A la source des émotions olfactives

Comme Baudelaire ou Proust l’avaient bien compris, la perception sensorielle et les émotions sont intimement liées. Les odeurs sont en effet de puissants stimulateurs pour l’esprit humain. Or pour la première fois, des chercheurs du Pôle de recherche national (PRN) «Sciences affectives» ont réussi à démontrer que l’évaluation des perceptions olfactives suit en réalité un ordre bien précis.
Un homme qui respire différentes odeurs
Expérience olfactive: Pendant que le volontaire respire différentes odeurs, des électrodes mesurent ses réactions physiologiques. Le résultat: Avant de juger une odeur comme agréable ou non, le cerveau contrôle si elle lui est familière.

Nouvelle ou déjà connue? Agréable ou déplaisante? Confronté à une odeur, c’est dans cet ordre-là que le cerveau l’évalue, et non pas l’inverse. En d’autres termes, il détecte en premier lieu si un parfum par exemple lui est familier ou non. Ce n’est que dans un deuxième temps qu’il le catégorise selon qu’il lui plaît ou non. Dans le cas d’une mauvaise odeur, ce scénario - qui se joue durant l’espace de quelques secondes - est exactement le même. Qu’elle soit jugée capiteuse, agressive, repoussante ou enivrante, une odeur est d’abord appréhendée en fonction de sa nouveauté par celui ou celle qui la respire.

Mis au jour par les chercheurs de l’Université de Genève qui travaillent sur la perception olfactive dans le cadre du PRN «Sciences affectives», ce processus séquentiel n’avait jamais été démontré auparavant. Il signifie que le traitement de l’information face à des stimuli olfactifs s’effectue conformément à une séquence organisée qui peut être décomposée en deux phases: détection de la nouveauté puis appréciation du caractère plaisant ou déplaisant. Ces deux phases ont pu être identifiées lors d’une expérience fondée sur les réponses physiologiques données à la perception de différentes odeurs.

Des parties du visage et du corps parsemés d’électrodes, 18 individus ont dû respirer des paires d’échantillons aromatiques appartenant à diverses familles (florale, fruitée ou animale). L’activité électrique de leurs muscles faciaux, la transpiration au niveau de la main et les battements de leur cœur ont été mesurés puis ont été comparés sur une échelle temporelle. Grâce aux résultats obtenus, les chercheurs ont fait un pas de plus dans la compréhension de la genèse des mécanismes émotionnels liés aux sens, et aux odeurs en particulier.

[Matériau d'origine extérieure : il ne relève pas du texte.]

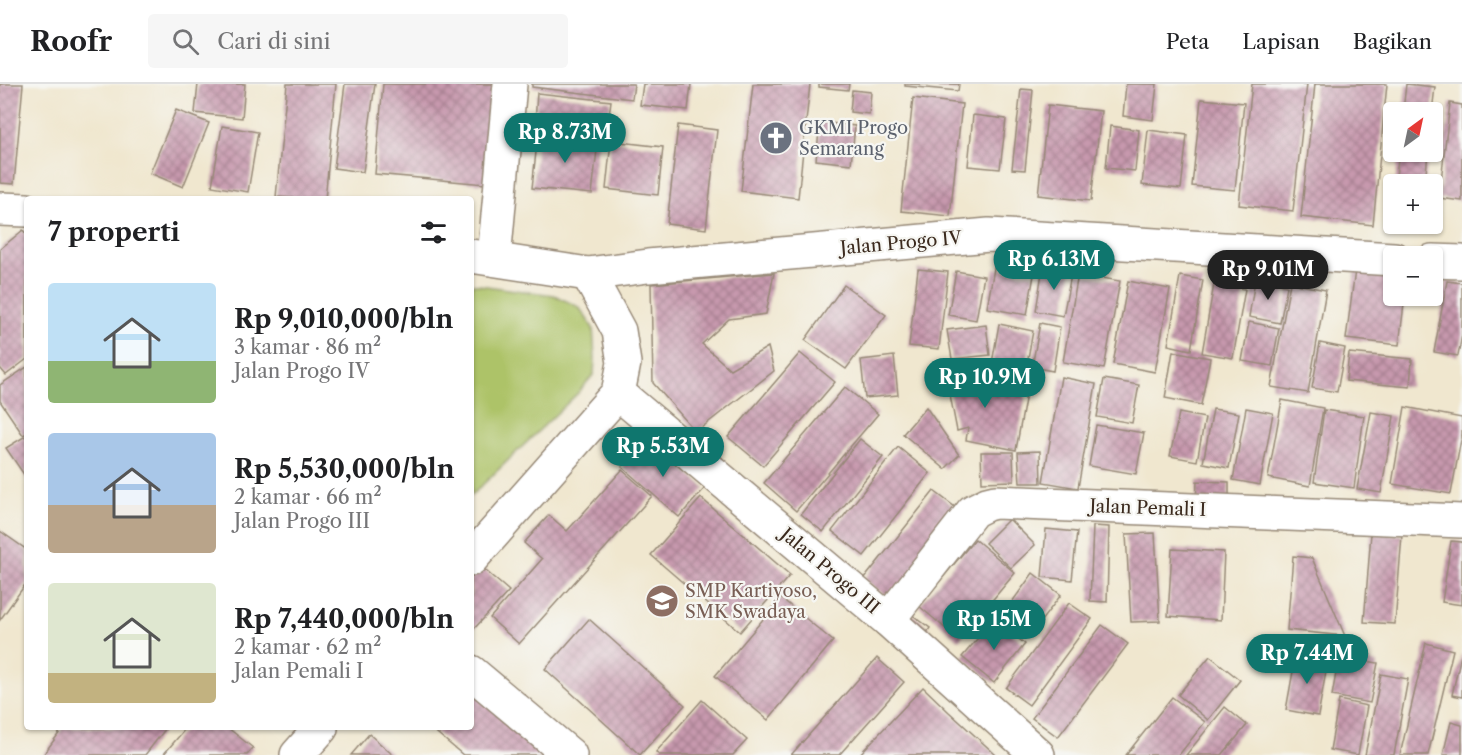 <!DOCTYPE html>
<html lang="id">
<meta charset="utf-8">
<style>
:root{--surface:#fff;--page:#f6f6f6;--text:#202124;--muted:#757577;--line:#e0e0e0;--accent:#0f766e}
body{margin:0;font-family:"Libre Caslon Text",serif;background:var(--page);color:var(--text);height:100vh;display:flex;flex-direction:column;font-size:22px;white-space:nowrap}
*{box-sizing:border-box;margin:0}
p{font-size:20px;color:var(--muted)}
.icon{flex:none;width:33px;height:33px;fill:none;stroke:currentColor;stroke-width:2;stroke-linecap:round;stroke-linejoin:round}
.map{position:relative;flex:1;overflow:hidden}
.panel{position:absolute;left:24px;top:112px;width:450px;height:534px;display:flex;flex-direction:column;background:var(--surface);border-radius:6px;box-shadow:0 2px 4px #0004}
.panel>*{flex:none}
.needle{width:39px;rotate:33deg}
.buttons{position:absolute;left:1383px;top:18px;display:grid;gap:12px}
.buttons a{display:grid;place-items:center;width:60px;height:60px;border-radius:6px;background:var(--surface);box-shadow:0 2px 4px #0004;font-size:30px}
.price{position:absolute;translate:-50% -51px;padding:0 14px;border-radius:21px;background:var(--accent);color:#fff;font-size:20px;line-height:39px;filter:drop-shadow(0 2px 3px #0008)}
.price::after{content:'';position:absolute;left:50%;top:36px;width:18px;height:14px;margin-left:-9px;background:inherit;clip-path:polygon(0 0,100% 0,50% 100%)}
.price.active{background:#222;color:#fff}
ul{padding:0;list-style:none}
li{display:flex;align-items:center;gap:18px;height:150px;padding:0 24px}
li span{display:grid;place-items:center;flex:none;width:168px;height:120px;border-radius:6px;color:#555}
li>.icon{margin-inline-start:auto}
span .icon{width:72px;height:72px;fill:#fffc;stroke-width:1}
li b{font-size:26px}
h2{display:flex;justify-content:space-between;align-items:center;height:72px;padding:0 24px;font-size:26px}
header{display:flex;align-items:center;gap:36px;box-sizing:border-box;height:84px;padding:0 30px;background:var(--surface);border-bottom:2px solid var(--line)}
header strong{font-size:28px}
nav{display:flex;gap:33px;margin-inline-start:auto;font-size:21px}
.search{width:420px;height:54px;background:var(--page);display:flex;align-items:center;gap:15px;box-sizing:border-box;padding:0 21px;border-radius:6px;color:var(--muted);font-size:22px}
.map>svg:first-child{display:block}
.park{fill:#adc367;stroke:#747642;stroke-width:1.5}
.building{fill:url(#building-cross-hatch)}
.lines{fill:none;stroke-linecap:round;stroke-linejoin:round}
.minor-casing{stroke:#968876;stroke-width:36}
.minor{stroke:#fff;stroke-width:33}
.labels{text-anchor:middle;stroke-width:4.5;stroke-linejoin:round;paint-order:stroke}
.worship-label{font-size:18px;fill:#5b616d;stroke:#f6f6f2;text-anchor:start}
.street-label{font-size:18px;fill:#3b2a1e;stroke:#f6f6f2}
.education-label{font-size:18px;fill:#785e54;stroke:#f6f6f2;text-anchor:start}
</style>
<header>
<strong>Roofr</strong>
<div class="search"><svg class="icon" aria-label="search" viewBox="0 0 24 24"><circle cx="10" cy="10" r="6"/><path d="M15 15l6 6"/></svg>Cari di sini</div>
<nav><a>Peta</a><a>Lapisan</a><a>Bagikan</a></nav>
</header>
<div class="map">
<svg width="1462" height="671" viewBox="0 0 1462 671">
<defs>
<pattern id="building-cross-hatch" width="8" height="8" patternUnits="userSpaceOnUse" patternTransform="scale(1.5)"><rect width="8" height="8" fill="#c799ae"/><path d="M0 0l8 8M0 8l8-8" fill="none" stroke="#a37d8d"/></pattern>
</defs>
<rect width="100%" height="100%" fill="#f6f6f2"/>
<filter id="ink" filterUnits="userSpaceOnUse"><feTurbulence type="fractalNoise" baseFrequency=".0167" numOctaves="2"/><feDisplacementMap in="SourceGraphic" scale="12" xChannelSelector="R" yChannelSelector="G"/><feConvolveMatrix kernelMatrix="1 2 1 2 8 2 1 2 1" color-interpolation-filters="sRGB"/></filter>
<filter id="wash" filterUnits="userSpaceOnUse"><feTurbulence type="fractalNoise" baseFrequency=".008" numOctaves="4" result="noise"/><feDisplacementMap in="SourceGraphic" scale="24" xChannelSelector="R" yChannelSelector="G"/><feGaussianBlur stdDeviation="1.35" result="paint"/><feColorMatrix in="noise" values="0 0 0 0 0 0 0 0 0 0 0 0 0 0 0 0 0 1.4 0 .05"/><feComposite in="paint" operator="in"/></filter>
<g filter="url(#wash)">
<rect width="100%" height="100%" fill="#f0e7cf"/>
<!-- park -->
<path class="park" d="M 471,200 L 554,211 L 579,223 L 593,244 L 595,274 L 594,290 L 578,309 L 471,412 Z"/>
<g id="blocks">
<!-- building -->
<g class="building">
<path d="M 0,0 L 23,0 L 14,100 L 0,99 Z"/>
<path d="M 198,0 L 245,0 L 242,34 L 195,29 Z"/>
<path d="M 287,0 L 336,0 L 325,116 L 276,113 Z"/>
<path d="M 345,0 L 375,0 L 363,88 L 334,84 Z"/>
<path d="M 383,0 L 495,0 L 485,100 L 375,90 Z"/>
<path d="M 532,0 L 634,0 L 632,15 L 532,3 Z"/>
<path d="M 643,0 L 691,0 L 688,26 L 640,21 Z"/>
<path d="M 753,0 L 810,0 L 798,114 L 741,107 Z"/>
<path d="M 819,0 L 849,0 L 848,6 L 819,3 Z"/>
<path d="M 905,0 L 959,0 L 958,7 L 905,2 Z"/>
<path d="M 1126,0 L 1157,0 L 1153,36 L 1123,32 Z"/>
<path d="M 1252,0 L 1307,0 L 1293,127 L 1239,121 Z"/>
<path d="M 1315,0 L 1387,0 L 1373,141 L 1301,133 Z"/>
<path d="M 1406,0 L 1435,3 L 1432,28 L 1403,28 Z"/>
<path d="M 1021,5 L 1033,6 L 1025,86 L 1012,85 Z"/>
<path d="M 852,6 L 871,8 L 869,30 L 850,28 Z"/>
<path d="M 537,9 L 611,17 L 607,46 L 535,38 Z"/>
<path d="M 913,14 L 962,20 L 950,132 L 901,127 Z"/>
<path d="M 1201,15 L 1244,19 L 1235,106 L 1192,102 Z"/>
<path d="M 1450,19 L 1462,21 L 1462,117 L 1439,114 Z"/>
<path d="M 1048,21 L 1101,27 L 1091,117 L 1038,111 Z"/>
<path d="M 176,26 L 209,39 L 183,103 L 150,89 Z"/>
<path d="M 973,31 L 1006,35 L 1000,85 L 968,82 Z"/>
<path d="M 820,38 L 855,42 L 851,80 L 816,76 Z"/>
<path d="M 678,41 L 717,46 L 706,145 L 667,140 Z"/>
<path d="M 222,42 L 258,48 L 248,108 L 212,102 Z"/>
<path d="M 1110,42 L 1139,46 L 1135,87 L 1106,84 Z"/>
<path d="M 1148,46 L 1187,51 L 1181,105 L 1142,101 Z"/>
<path d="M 538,50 L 598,57 L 592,110 L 532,104 Z"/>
<path d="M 611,57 L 663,63 L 658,111 L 606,105 Z"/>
<path d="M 1399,68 L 1428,68 L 1425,100 L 1395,100 Z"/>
<path d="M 23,146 L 27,151 L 27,275 L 6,291 L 0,284 L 0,165 Z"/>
<path d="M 1043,182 L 1072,186 L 1063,232 L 1036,227 Z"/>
<path d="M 994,184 L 1034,191 L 1027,231 L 987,224 Z"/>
<path d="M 918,185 L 948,188 L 939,265 L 909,262 Z"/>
<path d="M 1355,186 L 1394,191 L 1394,212 L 1405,212 L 1399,261 L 1346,255 Z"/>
<path d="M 956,187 L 984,192 L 976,236 L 948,231 Z"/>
<path d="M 774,189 L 766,230 L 729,235 L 702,260 L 730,285 L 768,263 L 774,287 L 696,348 L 653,299 L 651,200 Z"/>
<path d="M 1078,190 L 1120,197 L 1104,285 L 1063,278 Z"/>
<path d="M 1180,192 L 1203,196 L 1191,266 L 1168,261 Z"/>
<path d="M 1255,196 L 1287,202 L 1280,239 L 1249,233 Z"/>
<path d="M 1128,197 L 1170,205 L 1155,288 L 1113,280 Z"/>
<path d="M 1447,197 L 1462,199 L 1462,251 L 1458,272 L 1434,268 Z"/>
<path d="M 1290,199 L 1326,206 L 1308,309 L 1271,303 Z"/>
<path d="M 1214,200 L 1245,205 L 1233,274 L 1202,269 Z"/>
<path d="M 844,201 L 886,231 L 846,285 L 805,256 Z"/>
<path d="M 1249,238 L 1279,244 L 1272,282 L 1242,277 Z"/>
<path d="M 1040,239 L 1060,243 L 1053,287 L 1032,283 Z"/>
<path d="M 999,240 L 1033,247 L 1026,285 L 992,279 Z"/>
<path d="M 986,241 L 990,271 L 952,275 L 947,246 Z"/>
<path d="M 1320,259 L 1345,264 L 1337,308 L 1312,304 Z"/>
<path d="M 1173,267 L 1210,274 L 1201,321 L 1165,314 Z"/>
<path d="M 800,269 L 835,298 L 763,382 L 728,353 Z"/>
<path d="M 1349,269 L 1412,275 L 1410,303 L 1346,297 Z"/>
<path d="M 894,272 L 898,311 L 865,314 L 861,276 Z"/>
<path d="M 27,283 L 27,349 L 23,351 L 0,317 L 0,301 Z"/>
<path d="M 983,283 L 988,303 L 1026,310 L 1016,366 L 966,356 L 968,344 L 957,347 L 946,290 Z"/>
<path d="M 1061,293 L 1096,300 L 1078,404 L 1043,398 Z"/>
<path d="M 1104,295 L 1139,301 L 1132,339 L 1097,333 Z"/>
<path d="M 845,303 L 878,330 L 796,427 L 764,399 Z"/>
<path d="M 1282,316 L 1323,324 L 1310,402 L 1268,394 Z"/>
<path d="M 926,323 L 959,371 L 945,385 L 903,350 Z"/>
<path d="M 1405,323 L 1462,334 L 1462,350 L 1451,410 L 1392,400 Z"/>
<path d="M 1246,324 L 1273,329 L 1260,401 L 1233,396 Z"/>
<path d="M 1213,325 L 1239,329 L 1229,384 L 1203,379 Z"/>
<path d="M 1324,326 L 1364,332 L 1354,404 L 1314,398 Z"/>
<path d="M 1371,328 L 1394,332 L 1381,409 L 1357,405 Z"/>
<path d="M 1179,329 L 1205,334 L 1197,377 L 1170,372 Z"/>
<path d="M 1096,341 L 1144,349 L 1136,390 L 1089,382 Z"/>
<path d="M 27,351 L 27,395 L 6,364 Z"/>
<path d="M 647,354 L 705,404 L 679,433 L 622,383 Z"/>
<path d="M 860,355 L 883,373 L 823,448 L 801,430 Z"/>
<path d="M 898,363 L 930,389 L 864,472 L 832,447 Z"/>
<path d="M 1040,367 L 1041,399 L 1020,399 L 1018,368 Z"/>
<path d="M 981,368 L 1013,368 L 1014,397 L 982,398 Z"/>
<path d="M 622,386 L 652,412 L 519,560 L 490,534 L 542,475 L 524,459 L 549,431 L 567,447 Z"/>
<path d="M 1197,397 L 1229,398 L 1229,420 L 1196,420 Z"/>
<path d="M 934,407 L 964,430 L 893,518 L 864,495 Z"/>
<path d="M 701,414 L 790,491 L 740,548 L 651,471 Z"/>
<path d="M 1009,435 L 1035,461 L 1011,484 L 985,459 Z"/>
<path d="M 1093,442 L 1109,443 L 1107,518 L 1090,517 Z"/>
<path d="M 1046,445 L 1077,448 L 1072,496 L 1042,493 Z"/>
<path d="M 0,447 L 27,466 L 27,498 L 0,536 Z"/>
<path d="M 1155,449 L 1160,537 L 1131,538 L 1126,450 Z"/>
<path d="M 1371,449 L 1402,451 L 1395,540 L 1364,538 Z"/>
<path d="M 975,455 L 1015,489 L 959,556 L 919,522 Z"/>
<path d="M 1451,457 L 1462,458 L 1462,521 L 1442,518 Z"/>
<path d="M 1172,465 L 1224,468 L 1221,536 L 1168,532 Z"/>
<path d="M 1293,472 L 1312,474 L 1345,552 L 1287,546 Z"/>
<path d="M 479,481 L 509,507 L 471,548 L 471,490 Z"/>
<path d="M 1033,489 L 1061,511 L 1031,550 L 1004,529 Z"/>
<path d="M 781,514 L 833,557 L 768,636 L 715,592 Z"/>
<path d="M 1069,519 L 1092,535 L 1029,621 L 1006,604 Z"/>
<path d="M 911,530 L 930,544 L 921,558 L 901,544 Z"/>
<path d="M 589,535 L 685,621 L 640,671 L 545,585 Z"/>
<path d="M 994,535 L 1025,560 L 994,599 L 962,573 Z"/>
<path d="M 1102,541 L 1128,560 L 1058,653 L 1032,634 Z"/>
<path d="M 1426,559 L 1453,566 L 1428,671 L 1400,671 Z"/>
<path d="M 1296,571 L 1328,576 L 1318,632 L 1286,626 Z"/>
<path d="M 1461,571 L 1462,571 L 1462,613 L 1452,611 Z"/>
<path d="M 1210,572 L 1240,596 L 1208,636 L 1178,611 Z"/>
<path d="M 1339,572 L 1378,579 L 1370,619 L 1332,612 Z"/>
<path d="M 877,574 L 904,598 L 839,671 L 791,671 Z"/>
<path d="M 1381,590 L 1408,595 L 1394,671 L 1365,671 Z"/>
<path d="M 471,596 L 547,671 L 463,671 L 431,644 L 471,644 Z"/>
<path d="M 923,603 L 949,628 L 996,671 L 859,671 Z"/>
<path d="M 1172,613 L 1205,638 L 1179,671 L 1126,671 Z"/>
<path d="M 702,616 L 747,656 L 733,671 L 659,671 L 656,668 Z"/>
<path d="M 1339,616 L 1367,622 L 1358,671 L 1330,666 Z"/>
<path d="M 1225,623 L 1247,641 L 1222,671 L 1186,671 Z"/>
<path d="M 1451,638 L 1462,641 L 1462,671 L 1443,671 Z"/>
<path d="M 63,644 L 166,644 L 145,671 L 43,671 Z"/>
<path d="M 186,644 L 228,644 L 253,664 L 247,671 L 163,671 Z"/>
<path d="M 369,650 L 393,671 L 351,671 Z"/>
</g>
</g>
</g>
<g filter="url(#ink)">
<use href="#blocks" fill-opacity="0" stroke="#968876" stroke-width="1.5"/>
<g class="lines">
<defs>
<g id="minor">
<path d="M 0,125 L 27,126"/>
<path d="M 471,172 L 588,190 L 648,182 L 989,151 L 1394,175"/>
<path d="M 494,175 L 510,0"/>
<path d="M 1432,177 L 1462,178"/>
<path d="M 618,309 L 888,536 L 1038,671"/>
<path d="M 471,475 L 618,309 L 624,279 L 619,247 L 588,190"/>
<path d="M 888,536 L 973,427 L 987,420 L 995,418 L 1462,437"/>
<path d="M 471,588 L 570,671"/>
<path d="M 297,671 L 321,644"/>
</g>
</defs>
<!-- minor casing -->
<use href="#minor" class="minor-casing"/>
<!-- minor -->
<use href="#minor" class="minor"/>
</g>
</g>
<!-- icons -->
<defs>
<symbol id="church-disc" viewBox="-11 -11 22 22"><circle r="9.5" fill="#6b7280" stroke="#f6f6f2"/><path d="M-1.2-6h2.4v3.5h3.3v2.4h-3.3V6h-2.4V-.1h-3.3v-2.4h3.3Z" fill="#fff"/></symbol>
<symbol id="school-disc" viewBox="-11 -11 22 22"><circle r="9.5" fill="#8d6e63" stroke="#f6f6f2"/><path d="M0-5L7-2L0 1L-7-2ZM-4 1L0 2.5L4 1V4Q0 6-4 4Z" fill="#fff"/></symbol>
</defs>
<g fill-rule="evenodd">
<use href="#church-disc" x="757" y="35" width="38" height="38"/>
<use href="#school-disc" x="643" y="498" width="38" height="38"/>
</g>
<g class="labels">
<!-- worship labels -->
<g class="worship-label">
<text x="799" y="50">GKMI Progo<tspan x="799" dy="21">Semarang</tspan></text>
</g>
<!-- street labels -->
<g class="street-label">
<text transform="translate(901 159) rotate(-5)" y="6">Jalan Progo IV</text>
<text transform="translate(1148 424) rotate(2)" y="6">Jalan Pemali I</text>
<text transform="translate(830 487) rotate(40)" y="6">Jalan Progo III</text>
</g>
<!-- education labels -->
<g class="education-label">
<text x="685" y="513">SMP Kartiyoso,<tspan x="685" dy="21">SMK Swadaya</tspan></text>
</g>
</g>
</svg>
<div class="buttons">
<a><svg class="needle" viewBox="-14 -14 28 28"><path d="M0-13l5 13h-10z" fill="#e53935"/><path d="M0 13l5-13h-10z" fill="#757577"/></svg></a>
<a>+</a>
<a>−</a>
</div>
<b class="price" style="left:565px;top:80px">Rp 8.73M</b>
<b class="price" style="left:1054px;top:207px">Rp 6.13M</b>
<b class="price active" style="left:1268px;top:217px">Rp 9.01M</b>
<b class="price" style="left:985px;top:325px">Rp 10.9M</b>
<b class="price" style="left:663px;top:394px">Rp 5.53M</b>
<b class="price" style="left:994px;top:567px">Rp 15M</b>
<b class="price" style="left:1307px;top:601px">Rp 7.44M</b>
<section class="panel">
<h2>7 properti<svg class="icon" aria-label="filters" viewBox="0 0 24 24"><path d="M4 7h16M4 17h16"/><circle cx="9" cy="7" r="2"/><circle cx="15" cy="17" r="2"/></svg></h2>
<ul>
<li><span style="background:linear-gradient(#bfe0f5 65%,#8fb573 0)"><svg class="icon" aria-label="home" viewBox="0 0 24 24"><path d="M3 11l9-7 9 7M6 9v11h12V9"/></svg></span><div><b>Rp 9,010,000/bln</b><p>3 kamar · 86 m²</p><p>Jalan Progo IV</p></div></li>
<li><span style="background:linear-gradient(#a9c7e8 60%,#b9a48a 0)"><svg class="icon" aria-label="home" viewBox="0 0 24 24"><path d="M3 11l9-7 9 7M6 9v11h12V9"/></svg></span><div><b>Rp 5,530,000/bln</b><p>2 kamar · 66 m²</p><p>Jalan Progo III</p></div></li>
<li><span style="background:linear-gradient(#dfe7d0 75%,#c2b280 0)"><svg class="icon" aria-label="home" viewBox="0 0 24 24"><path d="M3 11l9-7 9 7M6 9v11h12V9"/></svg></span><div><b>Rp 7,440,000/bln</b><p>2 kamar · 62 m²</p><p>Jalan Pemali I</p></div></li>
</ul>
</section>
</div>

Souvent illustrés par la littérature - du Flacon de Baudelaire au fameux phénomène de la madeleine de Proust - ces mécanismes intéressent aujourd’hui beaucoup l’industrie des cosmétiques. Ainsi le travail de recherche mené au Centre des sciences affectives de l’Université de Genève bénéficie-t-il du soutien financier de Firmenich, la multinationale de la parfumerie installée à Genève.

L’un des objectifs de cette collaboration est notamment la mise au point d’instruments fiables permettant d’évaluer les effets émotionnels des odeurs. Sur le plan commercial, percer les mystères de la perception sensorielle et remonter aux sources de la mémoire olfactive présente un intérêt évident. Qui, en effet, pourra résister à une crème anti-rides qui réveillerait les souvenirs d’enfance ou à un rouge à lèvres qui rappellerait le goût inoubliable du premier baiser?